The Papers of George Washington
George Washington. Edited by W. W. Abbot
Volume 1 of the Revolutionary War Series begins with Washington's address of 16 June 1775 accepting command of the Continental army and continues to the middle of September 1775. The focus of the volume is on Washington's initial effort to make an effective fighting force out of the green provincial army that he found besieging the city of Boston.
His military letters and orders for these three months deal extensively with his reorganization of the army, the instituting of new administrative procedures and standards of discipline, the teaching of duties to both officers and men, and the measures taken to overcome the army's perplexing supply problems, most notably the alarming shortage of gunpowder.
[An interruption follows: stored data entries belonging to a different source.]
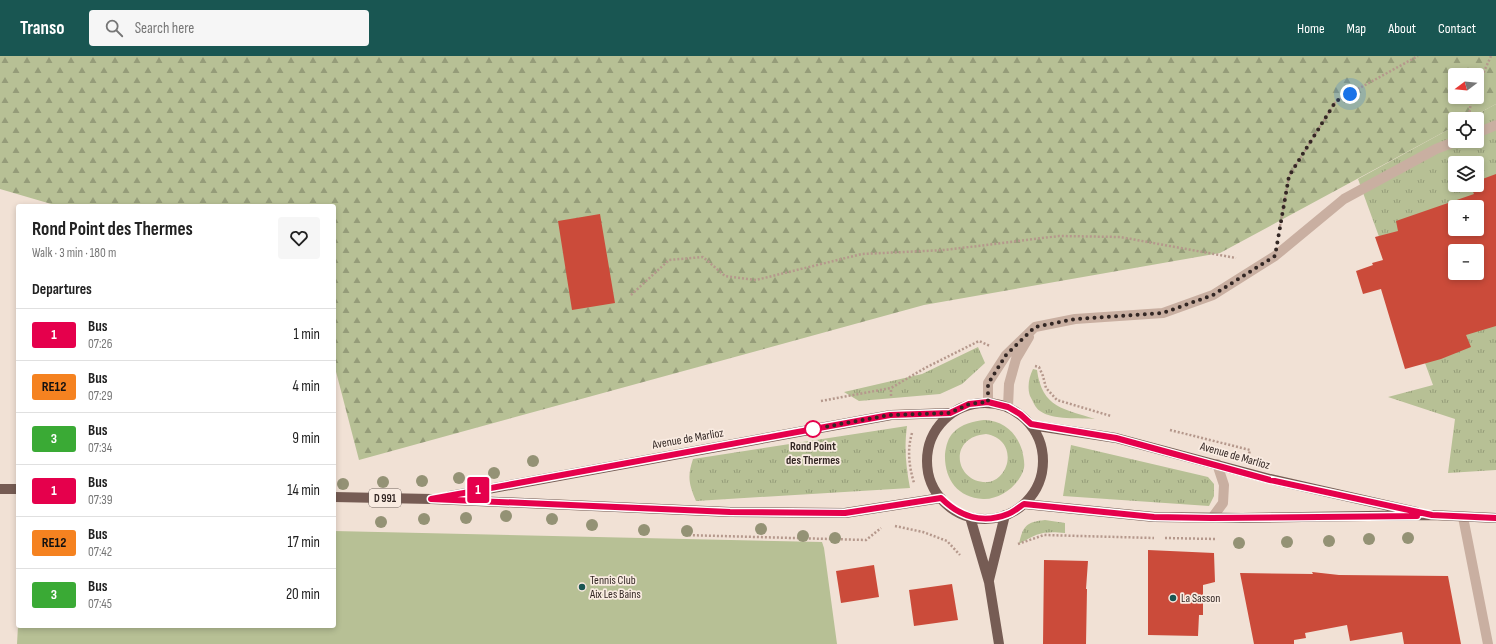 <!DOCTYPE html>
<meta charset="utf-8">
<style>
:root{--surface:#fff;--page:#f6f6f6;--text:#222;--muted:#767676;--line:#e0e0e0;--accent:#195652}
body{margin:0;font-family:"Sofia Sans Condensed",sans-serif;background:var(--page);color:var(--text);height:100vh;display:flex;flex-direction:column;font-size:15px;white-space:nowrap}
*{box-sizing:border-box;margin:0}
p{font-size:13px;color:var(--muted)}
.icon{flex:none;width:22px;height:22px;fill:none;stroke:currentColor;stroke-width:2;stroke-linecap:round;stroke-linejoin:round}
.map{position:relative;flex:1;overflow:hidden}
.drawer{position:absolute;left:16px;top:148px;width:320px;height:424px;display:flex;flex-direction:column;background:var(--surface);border-radius:4px;box-shadow:0 2px 6px #0003}
.drawer>*{flex:none}
.badge{padding:0 8px;border-radius:3px;font-size:14px;line-height:26px}
.needle{width:26px;rotate:254deg}
.tools{position:absolute;left:1448px;top:12px;display:grid;gap:8px}
.tools a{display:grid;place-items:center;width:36px;height:36px;border-radius:4px;background:var(--surface);box-shadow:0 2px 6px #0003;font-size:20px}
.you{position:absolute;width:20px;height:20px;margin:-10px;border:3px solid #fff;border-radius:50%;background:#1a73e8;box-shadow:0 0 0 6px #1a73e833}
.map>.badge{position:absolute;translate:-50% -50%;box-shadow:0 0 0 2px #fff}
h2{padding:0 16px;font-size:15px;line-height:36px}
.round{display:grid;place-items:center;flex:none;width:42px;height:42px;border-radius:4px;background:var(--page)}
.summary{display:flex;align-items:center;justify-content:space-between;height:68px;padding:0 16px}
h1{font-size:19px;font-weight:700;line-height:30px}
ul{padding:0;list-style:none}
li{display:flex;align-items:center;gap:12px;height:52px;padding:0 16px;border-top:1px solid var(--line)}
li div{flex:1}
li b{display:block;font-size:15px}
li em{font-style:normal}
li .badge{min-width:44px;font-weight:700;text-align:center}
header{display:flex;align-items:center;gap:24px;box-sizing:border-box;height:56px;padding:0 20px;background:var(--accent);color:#fff}
header strong{font-size:19px}
nav{display:flex;gap:22px;margin-inline-start:auto;font-size:14px}
.search{width:280px;height:36px;background:var(--page);display:flex;align-items:center;gap:10px;box-sizing:border-box;padding:0 14px;border-radius:4px;color:var(--muted);font-size:15px}
.map>svg:first-child{display:block}
.grass{fill:url(#grass-tufts);fill-rule:evenodd}
.forest{fill:url(#forest-firs);fill-rule:evenodd}
.pitch{fill:#b7c095}
.building{fill:#cb4b3a;fill-rule:evenodd}
.lines{fill:none;stroke-linecap:round;stroke-linejoin:round}
.path{stroke:#b5988c;stroke-width:2.5;stroke-dasharray:2 2;stroke-linecap:butt}
.minor{stroke:#c9afa1;stroke-width:10}
.major{stroke:#765c54;stroke-width:10}
.tree{fill:#949275}
.line-casing{stroke:#fff;stroke-width:9}
.line{stroke:#e5004c;stroke-width:6}
.walk{stroke:#332724;stroke-width:4;stroke-dasharray:0 7.2}
.stop-dot{fill:#fff;stroke:#e5004c;stroke-width:2}
.poi-dot{fill:#195652;stroke:#f9ebe1;stroke-width:1.5}
.labels{text-anchor:middle;dominant-baseline:central;stroke-width:3.5;stroke-linejoin:round;paint-order:stroke}
.shield{fill:#f9ebe1;stroke:#6e625d;stroke-width:1}
.shield-label{font-size:11px;font-weight:bold;fill:#332724}
.street-label{font-size:12px;fill:#332724;stroke:#f9ebe1}
.stop-label{font-size:12px;font-weight:bold;fill:#332724;stroke:#f9ebe1}
.poi-label{font-size:12px;fill:#332724;stroke:#f9ebe1;text-anchor:start}
</style>
<header>
<strong>Transo</strong>
<div class="search"><svg class="icon" aria-label="search" viewBox="0 0 24 24"><circle cx="10" cy="10" r="6"/><path d="M15 15l6 6"/></svg>Search here</div>
<nav><a>Home</a><a>Map</a><a>About</a><a>Contact</a></nav>
</header>
<div class="map">
<svg width="1496" height="588" viewBox="0 0 1496 588">
<defs>
<pattern id="grass-tufts" width="24" height="20" patternUnits="userSpaceOnUse"><rect width="24" height="20" fill="#b7c095"/><path d="M3 7l-1-3M5 7V3M7 7l1-3M15 17l-1-3M17 17v-4M19 17l1-3" fill="none" stroke="#959c79"/></pattern>
<pattern id="forest-firs" width="22" height="20" patternUnits="userSpaceOnUse"><rect width="22" height="20" fill="#b7c095"/><path d="M5 1l3.5 6h-7zM16 11l3.5 6h-7z" fill="#959c79"/></pattern>
</defs>
<rect width="100%" height="100%" fill="#f1e1d5"/>
<path class="grass" d="M1496,48V414L1448,417L1455,363L1388,341L1433,329L1358,123L1455,70V85H1477V63H1468ZM1455,107H1477V129H1455ZM1455,151H1477V173H1455ZM1455,195H1477V217H1455Z
M978,291L985,307L962,328L940,338L859,345L844,336L922,318Z
M1033,313L1037,314C1042,352 1064,353 1095,363C1081,362 1052,364 1040,355C1035,352 1033,345 1030,340C1027,331 1029,321 1033,313Z
M984,364C1004,365 1016,376 1022,394C1023,399 1025,406 1024,412C1020,429 1000,444 983,443C957,442 944,422 945,398C946,390 948,381 954,376C961,368 974,365 984,364ZM986,378C1021,384 1009,429 983,426C954,423 949,381 986,378Z
M907,370C904,393 906,410 910,432L696,445C689,428 687,421 693,403Z
M1071,389L1208,421L1214,428V440L1209,450L1063,440Z
M1045,464L1065,467V477C1043,475 1038,477 1019,488C1023,470 1026,466 1045,464Z"/>
<path class="forest" d="M0,0H1496V48L1468,63H1455V70L1220,197L924,249L359,404L334,308V150H58L0,133ZM1455,19H1477V41H1455Z"/>
<path class="pitch" d="M334,475L822,486L824,492L837,588H17L18,570H334Z"/>
<path class="building" d="M1496,118V270L1466,279L1471,291L1441,303L1405,313L1381,233L1363,238L1356,215L1373,209L1372,207L1383,204L1375,181L1398,175L1396,165L1474,138L1470,129H1477V125ZM1455,151H1477V173H1455ZM1455,195H1477V217H1455Z
M600,158L615,247L572,254L558,165Z
M1148,494L1214,497L1215,526L1203,529V559H1199L1198,580L1148,579Z
M1044,504L1088,505L1086,533H1087L1086,588H1043Z
M874,509L879,541L841,547L836,515Z
M1312,516L1339,519L1448,520L1461,588H1404L1402,576L1350,585L1347,569L1305,577L1306,582L1294,584V588H1254L1240,517L1313,518Z
M952,528L958,564L914,570L909,534Z"/>
<g class="lines">
<path class="path" d="M1477,31L1491,0
M1469,60L1471,45L1473,41
M1280,170L1289,120L1336,45L1418,0
M631,239L669,204L703,201L725,220L756,224L862,198L945,194L1059,180L1120,181L1236,202
M1035,310L1039,311L1043,320L1046,332L1057,344L1111,360
M891,340V332
M821,345L891,332L925,312L979,285L990,290
M1170,374L1250,394L1249,398
M912,377C907,394 909,410 914,427
M895,470L923,476L947,485L960,499
M683,472L684,479L866,484L881,472
M1165,482L1216,483
M1018,488L1044,479L1154,482"/>
<path class="minor" d="M1477,77L1496,69
M988,346V327L1006,299L1035,271L1075,263L1163,257L1213,239L1275,200L1344,143L1436,93L1457,85
M1008,351L1009,328L1016,303L1029,281
M1463,461L1488,588
M1212,462L1223,447L1224,429L1217,408"/>
<path class="major" d="M927 405a58 58 0 1 1 116 0a58 58 0 1 1-116 0Z
M1031,369L1116,382L1270,423L1416,456
M0,433H18
M450,440L891,359L950,357
M334,441L431,443L730,456L845,457L941,442
M1024,448L1154,461L1242,462L1432,459L1496,462
M970,461L989,526L999,588
M989,524L1005,459"/>
</g>
<g class="tree">
<circle cx="533" cy="405" r="6"/>
<circle cx="494" cy="417" r="6"/>
<circle cx="459" cy="422" r="6"/>
<circle cx="422" cy="425" r="6"/>
<circle cx="383" cy="426" r="6"/>
<circle cx="343" cy="428" r="6"/>
<circle cx="506" cy="460" r="6"/>
<circle cx="466" cy="462" r="6"/>
<circle cx="424" cy="463" r="6"/>
<circle cx="552" cy="463" r="6"/>
<circle cx="381" cy="466" r="6"/>
<circle cx="592" cy="469" r="6"/>
<circle cx="761" cy="473" r="6"/>
<circle cx="644" cy="474" r="6"/>
<circle cx="687" cy="475" r="6"/>
<circle cx="803" cy="480" r="6"/>
<circle cx="835" cy="482" r="6"/>
<circle cx="1408" cy="482" r="6"/>
<circle cx="1369" cy="483" r="6"/>
<circle cx="1329" cy="485" r="6"/>
<circle cx="1287" cy="486" r="6"/>
<circle cx="1239" cy="487" r="6"/>
</g>
<g class="lines">
<g class="line-casing">
<path id="line" d="M1417,460L1212,462L1154,461L1024,448C1019,451 1014,456 1008,458C983,468 960,461 941,442L845,457L730,456L431,443L890,359L950,357L969,348L988,346L1008,351L1020,358L1031,368L1116,382L1270,424L1432,459L1496,462"/>
</g>
<use href="#line" class="line"/>
<path class="walk" d="M813,373L890,359L950,357L969,348L988,346V328L1006,299L1035,271L1075,263L1163,257L1213,239L1275,200L1289,120L1336,45L1350,38"/>
</g>
<circle class="stop-dot" cx="813" cy="373" r="8"/>
<g class="poi-dot">
<circle cx="582" cy="531" r="4"/>
<circle cx="1173" cy="542" r="4"/>
</g>
<g class="labels">
<rect class="shield" x="369" y="433" width="32" height="18" rx="3"/>
<g class="shield-label">
<text x="385" y="442">D 991</text>
</g>
<g class="street-label">
<text transform="translate(688 383) rotate(-10)">Avenue de Marlioz</text>
<text transform="translate(1235 400) rotate(16)">Avenue de Marlioz</text>
</g>
<g class="stop-label">
<text x="813" y="390">Rond Point<tspan x="813" dy="14">des Thermes</tspan></text>
</g>
<g class="poi-label">
<text x="590" y="524">Tennis Club<tspan x="590" dy="14">Aix Les Bains</tspan></text>
<text x="1181" y="542">La Sasson</text>
</g>
</g>
</svg>
<div class="tools">
<a><svg class="needle" viewBox="-14 -14 28 28"><path d="M0-13l5 13h-10z" fill="#e53935"/><path d="M0 13l5-13h-10z" fill="#767676"/></svg></a>
<a><svg class="icon" aria-label="locate" viewBox="0 0 24 24"><circle cx="12" cy="12" r="6"/><path d="M12 2v4M12 18v4M2 12h4M18 12h4"/></svg></a>
<a><svg class="icon" aria-label="layers" viewBox="0 0 24 24"><path d="M12 4l9 5-9 5-9-5zM3 14l9 5 9-5"/></svg></a>
<a>+</a>
<a>−</a>
</div>
<div class="you" style="left:1350px;top:38px"></div>
<b class="badge" style="left:478px;top:434px;background:#e5004c;color:#fff">1</b>
<section class="drawer">
<div class="summary"><div><h1>Rond Point des Thermes</h1><p>Walk · 3 min · 180 m</p></div><a class="round"><svg class="icon" aria-label="heart" viewBox="0 0 24 24"><path d="M12 20l-8-8c-3-5 5-10 8-4 3-6 11-1 8 4z"/></svg></a></div>
<h2>Departures</h2>
<ul>
<li><span class="badge" style="background:#e5004c;color:#fff">1</span><div><b>Bus</b><p>07:26</p></div><em>1 min</em></li>
<li><span class="badge" style="background:#f58220;color:#111">RE12</span><div><b>Bus</b><p>07:29</p></div><em>4 min</em></li>
<li><span class="badge" style="background:#3aaa35;color:#fff">3</span><div><b>Bus</b><p>07:34</p></div><em>9 min</em></li>
<li><span class="badge" style="background:#e5004c;color:#fff">1</span><div><b>Bus</b><p>07:39</p></div><em>14 min</em></li>
<li><span class="badge" style="background:#f58220;color:#111">RE12</span><div><b>Bus</b><p>07:42</p></div><em>17 min</em></li>
<li><span class="badge" style="background:#3aaa35;color:#fff">3</span><div><b>Bus</b><p>07:45</p></div><em>20 min</em></li>
</ul>
</section>
</div>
They also touch on matters of strategy and tactics relating to schemes for reducing the British garrison in Boston, the arming of American vessels to intercept enemy supplies at sea, and the planning for Benedict Arnold's bold march to Quebec.
Much of the information upon which Washington based his decisions is contained in the letters that he received from his numerous correspondents. Included here are detailed reports of British military activities in and about Boston, along with the New England coast, in Canada, and in Virginia, as well as news of legislative actions and recommendations of men, to fill positions both high and low in the Continental army.
Supplementing the portrait of Washington the general provided by his official correspondence are a number of letters to and from relatives and friends in Virginia. These offer a more intimate view of the private man and his personal affairs. Of particular interest are the two letters that he wrote in June 1775 from Philadelphia to Martha Washington, rare survivals of the correspondence that Mrs. Washington destroyed shortly before her death.